With temperatures around the world changing so dramatically, wildlife is often forced to relocate to find suitable habitat – and scientists are working hard to try to understand how many species may struggle as they try to find a new home.
Animals that go to higher ground face two problems: cooler temperatures and thinner, less oxygen-rich air (so it’s harder to breathe). In a new study, a group of Anna’s hummingbirds (Caleb Anna) in flight at an altitude of 1,200 meters (4,000 feet) above their natural environment.
Oddly enough, hummingbirds’ metabolic rates actually decreased while they were in flight. They also fly for shorter periods with less efficiency, most likely due to lack of oxygen.
While temperatures in the future may be warmer, cooler altitudes have a chilling effect on a hummingbird’s sleep patterns. When the birds slept, they went into a kind of mini-hibernation more often, which also reduced their metabolism by an average of 37 percent.
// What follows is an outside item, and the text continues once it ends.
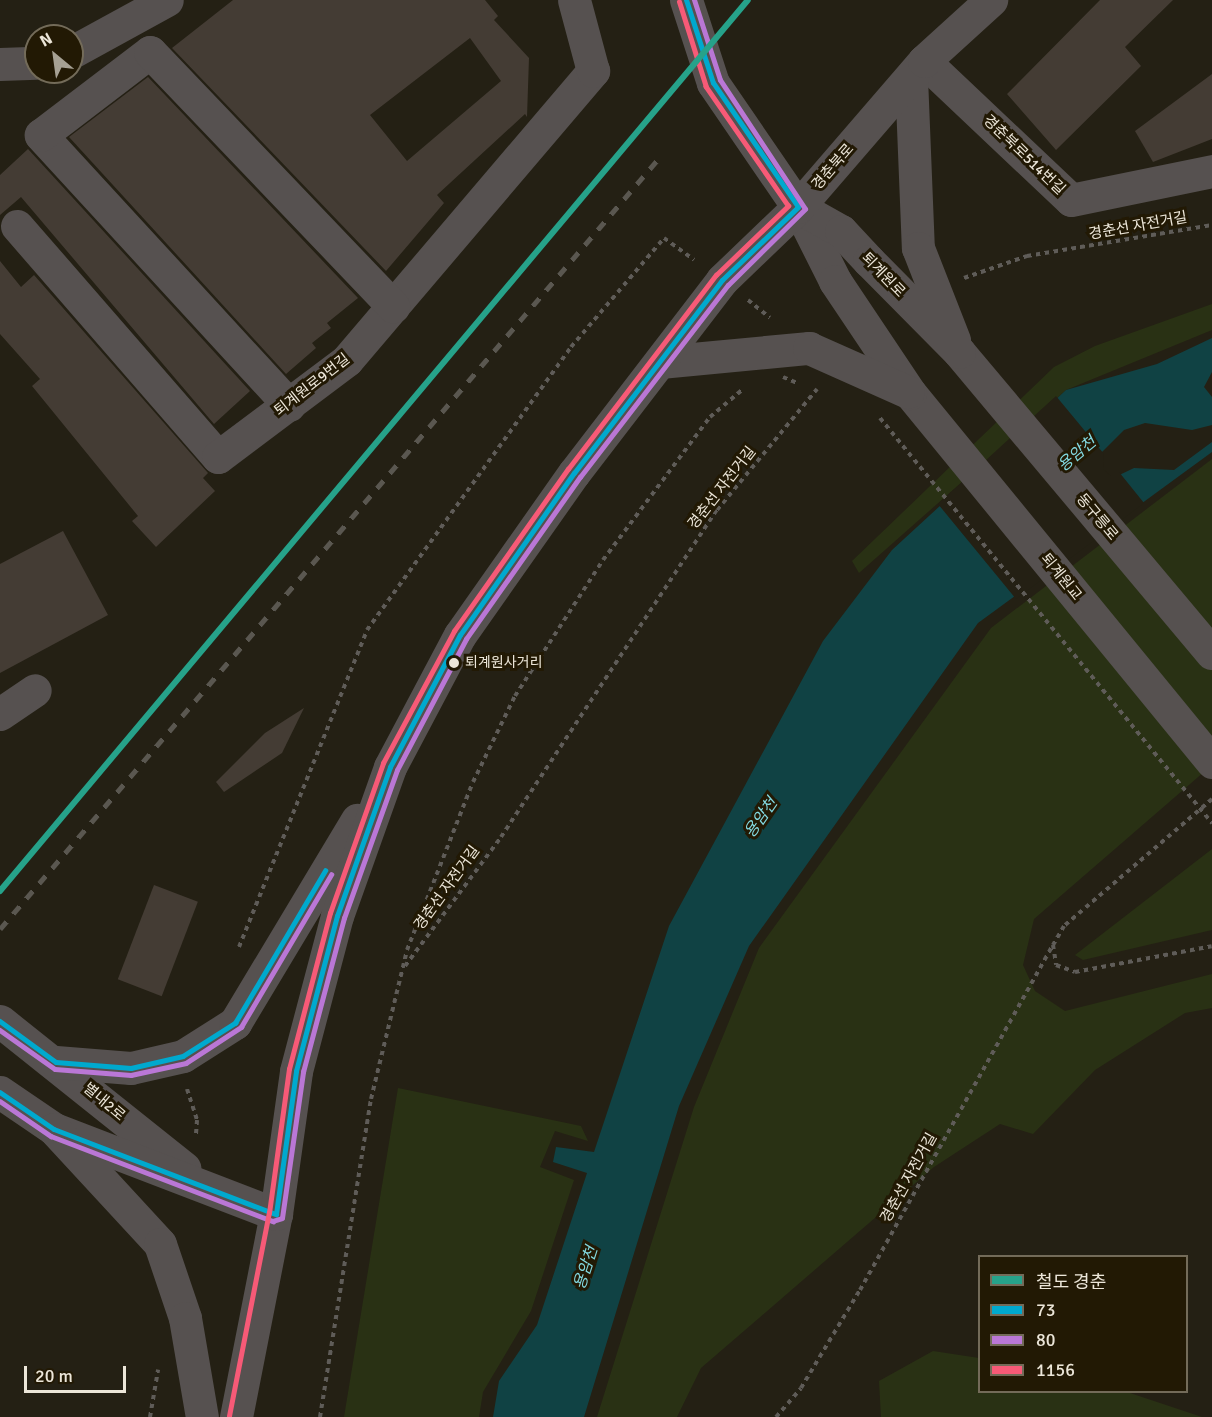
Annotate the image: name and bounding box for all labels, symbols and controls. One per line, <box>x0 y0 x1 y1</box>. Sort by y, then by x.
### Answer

The team behind the study says that in the case of hummingbirds at least, going to higher ground will be a major challenge.
In their report, the researchers wrote: “Our results suggest that low oxygen availability and low air pressure may be difficult challenges to overcome for hummingbirds that move from top to bottom as a result of rising temperatures, especially if there is little long-term acclimatization.” published paper.
These birds are already forced to move their homes in response to rising temperatures, and they can currently be found at altitudes between 10 and 2,800 meters (33-9186 feet). This covers a distance and range of temperatures, but the research team was interested to see if there was an upper limit.
In this study, 26 hummingbirds were flown from across the current altitude range, and they all struggled equally to adapt. However, the study found that those from higher elevations tended to have larger hearts to improve oxygen distribution around the body.
The researchers used a variety of methods to measure sleep levels and metabolic rate in hummingbirds, including a funnel filled with syrup to get the birds to eat while simultaneously monitoring their oxygen consumption.
The production of carbon dioxide during sleep, which is another indicator of the metabolic rate, has also been recorded. Hummingbirds spent at least 87.5 percent of the night in small, energy-efficient hibernation, compared to 70 percent typically. Again, this was consistent no matter what altitude the hummingbirds were taken from.
“This means that even if they’re from a warm or cold place, they use hibernation when it’s very cold, and it’s cold,” Ecologist Austin Spence says: from the University of Connecticut.
Hummingbirds make great study subjects in this case because of their high-energy lifestyle. They are able to handle a wide variety of weather conditions, but it seems that moving to higher ground may be far from them – unless they do it slowly enough for their bodies to adapt.
However, species don’t necessarily have to go to higher altitudes to find cooler temperatures, because they can change their latitude, too—and the researchers think these hummingbirds may eventually have to venture north.
The study authors also suggest that future studies and models should not simply view temperature as a trigger for changing the location of species. Other factors, including the availability of water and oxygen, must also be considered.
“In order to fully understand a species’ ability to transform in response to a warming climate, it is critical to assess their physiological performance within their current range and compare them to performance beyond their current distribution,” write researchers.
The search was published in Journal of Experimental Biology.